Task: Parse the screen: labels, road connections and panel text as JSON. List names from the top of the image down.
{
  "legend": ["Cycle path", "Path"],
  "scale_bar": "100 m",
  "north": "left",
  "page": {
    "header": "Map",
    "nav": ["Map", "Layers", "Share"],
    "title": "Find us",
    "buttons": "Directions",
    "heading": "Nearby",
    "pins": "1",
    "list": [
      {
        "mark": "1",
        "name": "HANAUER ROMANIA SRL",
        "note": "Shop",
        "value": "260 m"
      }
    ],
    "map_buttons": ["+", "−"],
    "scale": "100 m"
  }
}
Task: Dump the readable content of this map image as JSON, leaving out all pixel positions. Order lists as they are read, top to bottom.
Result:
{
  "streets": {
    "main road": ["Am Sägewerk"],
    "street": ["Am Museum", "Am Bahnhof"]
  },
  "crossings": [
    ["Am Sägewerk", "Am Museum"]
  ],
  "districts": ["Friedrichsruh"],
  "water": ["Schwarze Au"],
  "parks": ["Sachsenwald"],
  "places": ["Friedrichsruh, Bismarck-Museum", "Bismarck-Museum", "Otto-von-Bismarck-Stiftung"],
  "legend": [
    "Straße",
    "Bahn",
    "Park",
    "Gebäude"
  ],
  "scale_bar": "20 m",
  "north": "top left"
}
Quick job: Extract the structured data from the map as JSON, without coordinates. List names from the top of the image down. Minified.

+ + +

Directions: The assignment is to restate, word for word, each line from the one containing "Task: Dump the" through the final line of the material above.

Result:
Task: Dump the readable content of this map image as JSON, leaving out all pixel positions. Order lists as they are read, top to bottom.
Result:
{
  "streets": {
    "main road": ["Am Sägewerk"],
    "street": ["Am Museum", "Am Bahnhof"]
  },
  "crossings": [
    ["Am Sägewerk", "Am Museum"]
  ],
  "districts": ["Friedrichsruh"],
  "water": ["Schwarze Au"],
  "parks": ["Sachsenwald"],
  "places": ["Friedrichsruh, Bismarck-Museum", "Bismarck-Museum", "Otto-von-Bismarck-Stiftung"],
  "legend": [
    "Straße",
    "Bahn",
    "Park",
    "Gebäude"
  ],
  "scale_bar": "20 m",
  "north": "top left"
}
Quick job: Extract the structured data from the map as JSON, without coordinates. List names from the top of the image down. Minified.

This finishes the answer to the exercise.